ESPECIAL 70 ANOS DA COPA DE 1950: OBRIGADO, HERÓIS BRASILEIROS!

por Marco Antonio Rocha


Quanto custa o bilhete de entrada para a galeria dos grandes do futebol? Se a resposta for a conquista de uma Copa do Mundo, então veremos Lionel Messi e Cristiano Ronaldo barrados na porta… E o que falar de Cruyff, Puskas e uma infinidade de outros gênios que encantaram multidões com seu talento? Durante a publicação da série especial sobre os 70 anos da Copa do Mundo de 1950, alguns amigos seguidores do Museu da Pelada questionaram por que não falamos dos brasileiros que formaram aquele time dos sonhos. Seria um pesadelo momentâneo capaz de perturbar seu sono durante anos, no caso de Barbosa até a morte, o mais indefensável dos chutes?

Não fosse a virada na decisão, aquele Brasil que pulverizou marcas e triturou adversários teria entrado para a história do futebol como uma das seleções de campanha mais irretocável de todos os tempos: 4 a 0 no México; 2 a 2 com a Suíça; 2 a 0 na Iugoslávia; 7 a 1 na Suécia (numa época em que esse placar não era sinônimo de vergonha para nós); e 6 a 1 na Espanha, com direito ao Maracanã cantando em uníssono “Touradas de Madri”, de Braguinha e Alberto Ribeiro – um carnaval fora de época, espécie de catarse pós Segunda Guerra Mundial que havia cancelado as Copas de 1942 e 1946.  

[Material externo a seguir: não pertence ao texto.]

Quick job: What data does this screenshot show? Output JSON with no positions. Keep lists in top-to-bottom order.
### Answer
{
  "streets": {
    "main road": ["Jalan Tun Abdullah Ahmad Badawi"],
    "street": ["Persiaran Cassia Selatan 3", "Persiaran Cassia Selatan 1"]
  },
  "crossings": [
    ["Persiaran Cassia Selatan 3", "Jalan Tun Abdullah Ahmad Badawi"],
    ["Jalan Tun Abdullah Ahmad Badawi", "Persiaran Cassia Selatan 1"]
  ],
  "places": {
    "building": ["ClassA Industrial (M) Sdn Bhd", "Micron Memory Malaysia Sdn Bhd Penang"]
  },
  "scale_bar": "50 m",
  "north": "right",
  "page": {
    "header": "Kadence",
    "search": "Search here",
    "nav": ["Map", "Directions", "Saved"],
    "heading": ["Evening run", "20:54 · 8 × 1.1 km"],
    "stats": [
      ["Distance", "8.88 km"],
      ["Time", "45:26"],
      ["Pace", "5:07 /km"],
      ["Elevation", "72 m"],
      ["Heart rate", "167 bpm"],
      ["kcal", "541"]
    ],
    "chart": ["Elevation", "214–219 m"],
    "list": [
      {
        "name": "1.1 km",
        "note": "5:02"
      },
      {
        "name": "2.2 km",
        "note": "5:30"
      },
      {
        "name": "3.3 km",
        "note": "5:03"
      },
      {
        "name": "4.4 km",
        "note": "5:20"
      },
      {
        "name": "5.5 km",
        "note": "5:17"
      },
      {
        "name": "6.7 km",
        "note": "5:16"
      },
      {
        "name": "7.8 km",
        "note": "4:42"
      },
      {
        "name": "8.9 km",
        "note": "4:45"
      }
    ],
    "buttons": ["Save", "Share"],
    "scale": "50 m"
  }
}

Coube a Ademir Marques de Menezes, craque do Vasco, o papel de artilheiro do Mundial, com nove gols em apenas seis jogos. Habilidoso e dono de um chute que beirava a perfeição, Queixada teve na Seleção a companhia de outros colegas de Expresso da Vitória, alguns deles que haviam, dois anos antes, conquistado o inédito Sul-Americano. Entre eles o mítico Barbosa, goleiro que ainda acumulou seis Cariocas e um Rio-São Paulo pelo clube. A lista de destaques brasileiros é extensa, com jogadores épicos como Jair Rosa Pinto, Chico e Zizinho.

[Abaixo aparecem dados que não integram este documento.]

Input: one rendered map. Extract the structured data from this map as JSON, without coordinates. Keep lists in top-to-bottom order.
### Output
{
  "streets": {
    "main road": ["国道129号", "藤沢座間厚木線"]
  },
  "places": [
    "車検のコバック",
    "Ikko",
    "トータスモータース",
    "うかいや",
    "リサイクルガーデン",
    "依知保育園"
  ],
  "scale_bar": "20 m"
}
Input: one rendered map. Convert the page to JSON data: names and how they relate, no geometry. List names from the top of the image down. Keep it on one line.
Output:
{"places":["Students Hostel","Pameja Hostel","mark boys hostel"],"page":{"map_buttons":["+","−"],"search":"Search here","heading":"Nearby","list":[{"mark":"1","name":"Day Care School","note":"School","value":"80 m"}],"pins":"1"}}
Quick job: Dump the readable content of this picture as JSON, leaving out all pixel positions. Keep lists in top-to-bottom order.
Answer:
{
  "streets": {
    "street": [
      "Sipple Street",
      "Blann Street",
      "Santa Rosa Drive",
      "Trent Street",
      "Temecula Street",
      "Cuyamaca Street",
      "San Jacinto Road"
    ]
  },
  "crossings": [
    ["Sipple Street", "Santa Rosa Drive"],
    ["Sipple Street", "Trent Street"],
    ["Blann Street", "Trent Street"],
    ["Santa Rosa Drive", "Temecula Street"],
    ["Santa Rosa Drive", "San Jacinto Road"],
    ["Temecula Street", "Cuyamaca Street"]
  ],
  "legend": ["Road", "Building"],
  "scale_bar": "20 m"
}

Ex-Flamengo e São Paulo e, na época, jogador do Bangu, Zizinho atribuía aos bastidores grande parte da culpa pela derrota para o Uruguai. Tudo porque a delegação, a seis dias da final, trocou a tranquilidade da concentração no Joá pelo tumulto de São Januário.

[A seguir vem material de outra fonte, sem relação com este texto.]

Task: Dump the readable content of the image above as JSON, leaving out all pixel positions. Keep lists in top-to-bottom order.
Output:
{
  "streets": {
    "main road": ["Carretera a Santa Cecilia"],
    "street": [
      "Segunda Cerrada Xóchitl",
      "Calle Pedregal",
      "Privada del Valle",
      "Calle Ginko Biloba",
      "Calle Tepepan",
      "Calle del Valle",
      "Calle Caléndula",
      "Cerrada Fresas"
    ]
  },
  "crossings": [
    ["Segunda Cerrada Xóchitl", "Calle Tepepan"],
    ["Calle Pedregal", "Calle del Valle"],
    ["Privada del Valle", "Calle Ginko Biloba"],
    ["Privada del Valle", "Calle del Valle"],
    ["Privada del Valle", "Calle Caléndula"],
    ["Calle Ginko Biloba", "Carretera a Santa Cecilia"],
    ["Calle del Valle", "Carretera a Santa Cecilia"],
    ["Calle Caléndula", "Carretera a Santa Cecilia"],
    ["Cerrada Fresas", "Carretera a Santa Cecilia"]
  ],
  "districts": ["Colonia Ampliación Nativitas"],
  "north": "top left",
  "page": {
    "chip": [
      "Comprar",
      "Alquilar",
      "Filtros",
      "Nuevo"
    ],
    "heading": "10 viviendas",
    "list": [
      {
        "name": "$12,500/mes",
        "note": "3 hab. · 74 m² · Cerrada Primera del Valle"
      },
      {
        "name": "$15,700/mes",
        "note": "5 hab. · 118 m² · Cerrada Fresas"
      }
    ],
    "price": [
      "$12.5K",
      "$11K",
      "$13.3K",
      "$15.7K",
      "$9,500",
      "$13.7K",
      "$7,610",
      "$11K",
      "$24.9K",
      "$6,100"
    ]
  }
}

– Era uma desconcentração, ninguém tinha tempo para nada. São Januário vivia cheio de gente. Não aguentava mais tanta bagunça. Eu quis largar aquilo na véspera da decisão! – revelou o ídolo:

– Em meses aconteceria a eleição presidencial. Entrava um político e saía outro. Era muita gente pedindo autógrafo, querendo tirar foto. Minutos antes da final, o prefeito Mendes de Moraes ainda discursou, dizendo que havia feito um estádio para nós e que exigia a vitória.

Outra passagem contada por Zizinho mostra como os jogadores, na verdade, foram vítimas, não vilões:

– Eu estava com o joelho inchado e eles nem cuidavam de mim. Depois do empate com a Suíça em São Paulo, o (técnico) Flávio Costa me disse que precisaria de mim, que eu teria de fazer um teste. Meu Deus, que teste? Mal podia andar… Puseram um remédio no meu joelho e lá fui eu. Segundo Augusto, nosso capitão, era um remédio para cavalos. Mas eu não acredito que fosse, porque um cavalo não aguentaria aquilo, não.

O ex-atacante jamais se furtou de recordar a decisão contra os uruguaios, mas preferia falar de samba, em especial da amizade com Wilson Batista, Ataulfo Alves e Walter Alfaiate. É de Alfaiate uma letra que, por linhas tortas, simboliza aquele jogo que começou na tarde de 16 de julho de 1950, mas parece não ter acabado: 

“Olha aí, toda a minha gente reunida; Parece que está bem decidida e que atingiu o seu ideal; Olha aí, veja a euforia como é grande; Note como o pessoal se expande, num gesto tão humilde e leal; Cante com vontade, minha gente, porque hoje já é carnaval; Em cada bloco havia um estandarte, em cada estandarte um dizer; Simbolizando que, nesses três dias, ninguém se lembraria como é o sofrer; Após a batucada pela rua, quarta-feira a vida continua”.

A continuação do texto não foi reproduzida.